وَاِنَّمَا المُحَرَّمُ اسْتِصْغَارٌ يَتَأَذَّي بِهِ المُسْتَهْزَأَ بِهِ لِمَا فِيْهِ مِنَ التَحْقِيرِ وِالتَهَاوُنِ وَذلك تَارّةً علي كَلَامِهِ إِذَا تَخَبَّطَ فِيْهِ وَلَمْ يَنْتَظِمْ أَوْ عَلَي أَفْعَالِهِ إِذَا كُنْتَ مُشَوَّشَةً كَالضَحَكِ علي خَطِّهِ اَوْ عَلي صَنْعَتِهِ اَو عَلَي صُوْرَتِهِ وَخُلقَتِهِ اِذَا كَانَ قَصِيْرًا اَوْ نَاقِصًا لِعَيْبٍ مِنَ العُيُوْبِ فَالضَحَكُ مِن جَمِيعِ ذَلِك دَاخِلًا في السَخْرِيَّةِ.

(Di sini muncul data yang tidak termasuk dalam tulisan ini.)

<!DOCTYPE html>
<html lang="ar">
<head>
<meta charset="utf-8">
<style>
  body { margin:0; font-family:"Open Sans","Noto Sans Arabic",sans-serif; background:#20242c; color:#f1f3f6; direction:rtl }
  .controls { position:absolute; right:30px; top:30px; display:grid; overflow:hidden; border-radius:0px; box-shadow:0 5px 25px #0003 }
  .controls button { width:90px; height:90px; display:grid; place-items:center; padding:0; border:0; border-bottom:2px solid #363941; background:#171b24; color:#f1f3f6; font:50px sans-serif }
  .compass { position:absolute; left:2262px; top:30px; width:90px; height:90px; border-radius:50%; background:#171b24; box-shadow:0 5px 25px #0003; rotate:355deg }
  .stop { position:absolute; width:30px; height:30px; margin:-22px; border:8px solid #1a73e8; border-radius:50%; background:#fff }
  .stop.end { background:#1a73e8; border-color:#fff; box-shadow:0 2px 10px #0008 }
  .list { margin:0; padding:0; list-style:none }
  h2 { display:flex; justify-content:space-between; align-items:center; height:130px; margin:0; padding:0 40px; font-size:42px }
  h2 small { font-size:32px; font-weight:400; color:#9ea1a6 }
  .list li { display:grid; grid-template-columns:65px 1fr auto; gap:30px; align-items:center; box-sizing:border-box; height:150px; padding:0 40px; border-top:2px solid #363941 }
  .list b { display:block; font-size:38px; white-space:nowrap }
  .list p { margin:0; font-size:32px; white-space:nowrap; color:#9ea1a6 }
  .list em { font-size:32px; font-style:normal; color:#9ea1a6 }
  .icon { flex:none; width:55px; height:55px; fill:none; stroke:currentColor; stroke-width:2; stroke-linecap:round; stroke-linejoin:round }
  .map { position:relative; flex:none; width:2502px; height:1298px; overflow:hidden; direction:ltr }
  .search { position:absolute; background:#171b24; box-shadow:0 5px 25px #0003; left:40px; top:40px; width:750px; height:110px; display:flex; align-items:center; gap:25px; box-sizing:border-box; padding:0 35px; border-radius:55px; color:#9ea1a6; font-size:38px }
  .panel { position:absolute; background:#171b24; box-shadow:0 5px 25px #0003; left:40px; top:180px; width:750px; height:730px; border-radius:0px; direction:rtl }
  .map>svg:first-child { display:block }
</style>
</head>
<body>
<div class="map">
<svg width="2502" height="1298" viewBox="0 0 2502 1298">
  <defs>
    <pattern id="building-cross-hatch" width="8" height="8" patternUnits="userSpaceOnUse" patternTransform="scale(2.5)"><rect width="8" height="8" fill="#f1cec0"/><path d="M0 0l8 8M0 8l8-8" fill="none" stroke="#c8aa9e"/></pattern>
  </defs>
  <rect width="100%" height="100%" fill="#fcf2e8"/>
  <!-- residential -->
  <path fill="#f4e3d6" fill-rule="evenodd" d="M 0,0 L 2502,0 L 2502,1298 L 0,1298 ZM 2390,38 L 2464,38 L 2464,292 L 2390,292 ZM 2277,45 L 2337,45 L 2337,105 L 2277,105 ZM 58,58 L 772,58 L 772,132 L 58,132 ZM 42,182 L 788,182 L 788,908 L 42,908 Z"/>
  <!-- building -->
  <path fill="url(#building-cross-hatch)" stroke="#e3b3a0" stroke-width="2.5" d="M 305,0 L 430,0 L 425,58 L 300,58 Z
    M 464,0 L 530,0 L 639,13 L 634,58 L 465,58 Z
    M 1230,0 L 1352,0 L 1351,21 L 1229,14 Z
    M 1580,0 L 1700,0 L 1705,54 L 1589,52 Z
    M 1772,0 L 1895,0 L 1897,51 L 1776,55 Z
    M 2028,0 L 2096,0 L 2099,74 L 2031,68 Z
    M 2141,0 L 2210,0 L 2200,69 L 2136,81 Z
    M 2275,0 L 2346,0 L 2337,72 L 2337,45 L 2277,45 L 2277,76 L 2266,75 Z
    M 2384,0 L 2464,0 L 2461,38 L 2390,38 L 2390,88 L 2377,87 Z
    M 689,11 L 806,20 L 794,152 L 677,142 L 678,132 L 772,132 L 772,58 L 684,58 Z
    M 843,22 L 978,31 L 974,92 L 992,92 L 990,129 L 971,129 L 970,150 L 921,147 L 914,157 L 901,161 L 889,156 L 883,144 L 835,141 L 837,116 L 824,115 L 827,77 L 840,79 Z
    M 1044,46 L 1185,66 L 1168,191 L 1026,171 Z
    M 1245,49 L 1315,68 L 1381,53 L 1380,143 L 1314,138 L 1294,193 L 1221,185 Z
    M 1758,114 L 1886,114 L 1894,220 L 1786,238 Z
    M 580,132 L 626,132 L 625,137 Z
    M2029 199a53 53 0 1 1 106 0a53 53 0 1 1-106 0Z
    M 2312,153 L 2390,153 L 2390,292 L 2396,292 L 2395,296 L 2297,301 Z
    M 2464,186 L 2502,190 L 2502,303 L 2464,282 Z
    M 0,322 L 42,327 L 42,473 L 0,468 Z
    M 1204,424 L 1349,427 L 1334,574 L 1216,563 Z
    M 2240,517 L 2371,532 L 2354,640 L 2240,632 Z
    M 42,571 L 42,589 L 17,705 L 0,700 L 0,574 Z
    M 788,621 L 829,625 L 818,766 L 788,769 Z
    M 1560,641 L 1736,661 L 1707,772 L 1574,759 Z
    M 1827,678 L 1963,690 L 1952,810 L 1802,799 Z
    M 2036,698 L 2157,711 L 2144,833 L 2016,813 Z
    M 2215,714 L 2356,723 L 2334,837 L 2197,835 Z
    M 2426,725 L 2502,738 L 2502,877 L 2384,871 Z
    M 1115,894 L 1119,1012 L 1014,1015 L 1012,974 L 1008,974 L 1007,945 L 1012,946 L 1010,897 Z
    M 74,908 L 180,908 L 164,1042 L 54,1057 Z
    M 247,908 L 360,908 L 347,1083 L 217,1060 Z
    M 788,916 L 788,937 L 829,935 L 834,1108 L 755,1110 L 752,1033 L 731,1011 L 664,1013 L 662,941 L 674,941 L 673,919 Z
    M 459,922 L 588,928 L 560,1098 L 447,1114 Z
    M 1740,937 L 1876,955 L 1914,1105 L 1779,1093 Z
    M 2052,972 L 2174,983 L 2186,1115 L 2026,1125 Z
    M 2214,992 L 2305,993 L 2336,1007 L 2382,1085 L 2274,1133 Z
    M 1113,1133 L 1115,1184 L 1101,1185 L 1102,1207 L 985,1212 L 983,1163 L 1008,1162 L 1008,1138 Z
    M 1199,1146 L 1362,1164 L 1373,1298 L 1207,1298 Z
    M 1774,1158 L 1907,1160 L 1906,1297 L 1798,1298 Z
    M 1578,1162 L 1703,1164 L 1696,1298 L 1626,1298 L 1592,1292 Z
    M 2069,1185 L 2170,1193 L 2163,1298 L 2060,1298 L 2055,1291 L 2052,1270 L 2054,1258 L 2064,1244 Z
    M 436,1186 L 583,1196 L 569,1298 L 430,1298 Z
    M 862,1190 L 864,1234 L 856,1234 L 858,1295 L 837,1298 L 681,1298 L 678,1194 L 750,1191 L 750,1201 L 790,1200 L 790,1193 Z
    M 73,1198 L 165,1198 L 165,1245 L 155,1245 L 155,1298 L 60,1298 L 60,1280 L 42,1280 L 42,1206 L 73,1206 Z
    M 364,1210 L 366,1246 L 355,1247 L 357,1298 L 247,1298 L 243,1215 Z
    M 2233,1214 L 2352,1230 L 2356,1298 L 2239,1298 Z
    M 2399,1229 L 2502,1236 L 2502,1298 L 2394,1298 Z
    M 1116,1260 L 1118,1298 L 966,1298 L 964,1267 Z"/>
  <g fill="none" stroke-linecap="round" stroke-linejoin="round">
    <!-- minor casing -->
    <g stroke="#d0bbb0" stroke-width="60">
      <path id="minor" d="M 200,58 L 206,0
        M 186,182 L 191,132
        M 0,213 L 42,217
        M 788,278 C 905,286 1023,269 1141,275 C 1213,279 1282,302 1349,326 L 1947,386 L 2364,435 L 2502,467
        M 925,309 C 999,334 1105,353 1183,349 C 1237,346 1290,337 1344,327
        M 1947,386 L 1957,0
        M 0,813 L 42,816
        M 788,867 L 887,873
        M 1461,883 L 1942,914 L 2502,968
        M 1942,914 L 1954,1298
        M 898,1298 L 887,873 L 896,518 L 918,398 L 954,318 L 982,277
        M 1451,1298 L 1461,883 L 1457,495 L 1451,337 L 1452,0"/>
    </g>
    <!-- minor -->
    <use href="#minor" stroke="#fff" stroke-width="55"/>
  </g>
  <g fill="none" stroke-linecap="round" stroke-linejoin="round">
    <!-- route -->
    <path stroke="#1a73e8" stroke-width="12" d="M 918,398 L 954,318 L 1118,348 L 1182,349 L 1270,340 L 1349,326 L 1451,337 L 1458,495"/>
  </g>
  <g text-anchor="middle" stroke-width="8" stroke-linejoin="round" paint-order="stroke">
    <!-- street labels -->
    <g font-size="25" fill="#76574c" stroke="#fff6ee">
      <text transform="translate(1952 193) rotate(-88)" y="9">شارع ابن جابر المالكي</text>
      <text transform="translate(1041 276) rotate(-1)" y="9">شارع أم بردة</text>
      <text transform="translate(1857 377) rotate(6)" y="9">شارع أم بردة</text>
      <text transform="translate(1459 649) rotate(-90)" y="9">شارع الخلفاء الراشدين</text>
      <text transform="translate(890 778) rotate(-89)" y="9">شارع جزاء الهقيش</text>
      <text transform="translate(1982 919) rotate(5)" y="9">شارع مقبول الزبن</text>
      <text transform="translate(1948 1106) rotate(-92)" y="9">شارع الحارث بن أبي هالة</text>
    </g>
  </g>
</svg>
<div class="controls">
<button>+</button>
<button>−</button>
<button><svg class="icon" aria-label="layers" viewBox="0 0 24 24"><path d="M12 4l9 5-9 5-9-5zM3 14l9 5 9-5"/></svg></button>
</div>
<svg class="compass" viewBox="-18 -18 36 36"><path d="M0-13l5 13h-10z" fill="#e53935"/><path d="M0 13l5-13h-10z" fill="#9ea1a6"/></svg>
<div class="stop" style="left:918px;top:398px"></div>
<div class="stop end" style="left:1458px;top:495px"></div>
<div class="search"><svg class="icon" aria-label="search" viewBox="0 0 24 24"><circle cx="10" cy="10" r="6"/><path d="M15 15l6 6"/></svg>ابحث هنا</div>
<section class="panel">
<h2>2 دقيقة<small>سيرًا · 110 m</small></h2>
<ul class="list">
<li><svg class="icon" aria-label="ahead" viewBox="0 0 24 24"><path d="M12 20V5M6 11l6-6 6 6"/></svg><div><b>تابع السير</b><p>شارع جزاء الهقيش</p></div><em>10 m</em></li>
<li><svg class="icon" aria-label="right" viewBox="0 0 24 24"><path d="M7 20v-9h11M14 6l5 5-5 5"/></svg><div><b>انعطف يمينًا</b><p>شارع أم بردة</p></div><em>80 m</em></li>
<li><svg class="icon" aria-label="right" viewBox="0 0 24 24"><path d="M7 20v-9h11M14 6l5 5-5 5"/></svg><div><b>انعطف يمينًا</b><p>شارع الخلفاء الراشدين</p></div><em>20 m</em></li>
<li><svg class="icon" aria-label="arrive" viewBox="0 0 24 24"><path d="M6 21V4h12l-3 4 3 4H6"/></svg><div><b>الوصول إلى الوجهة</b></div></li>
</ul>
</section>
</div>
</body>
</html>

Artinya: “Yang diharamkan yakni, melecehkan berupa meremehkan dan merendahkan obyek, hingga berujung pada sakit hati kepada yang dilecehkan. Terkadang pelecehan atas ucapannya, menertawakan gerak-geriknya, tulisannya, hasil karyanya, foto (gambarnya), dan kepribadian yang menjadi aibnya. Tertawa terhadap hal tersebut termasuk ke dalam pelecehan”. (Syaikh Murtadha Al-Zabidi, Ithaf al-Sadat al-Muttaqin bi Syarhi Ihya’ Ulum al-Din. (Beirut: Dar Al-Kutub Al-Ilmiyah, t.t.) Juz 9, hal. 233)
Dari keterangan ini menjadi jelas bahwa memasang foto presiden itu diperbolehkan dalam kacamata fikih Islam, Wallahu A’lam Bishowab.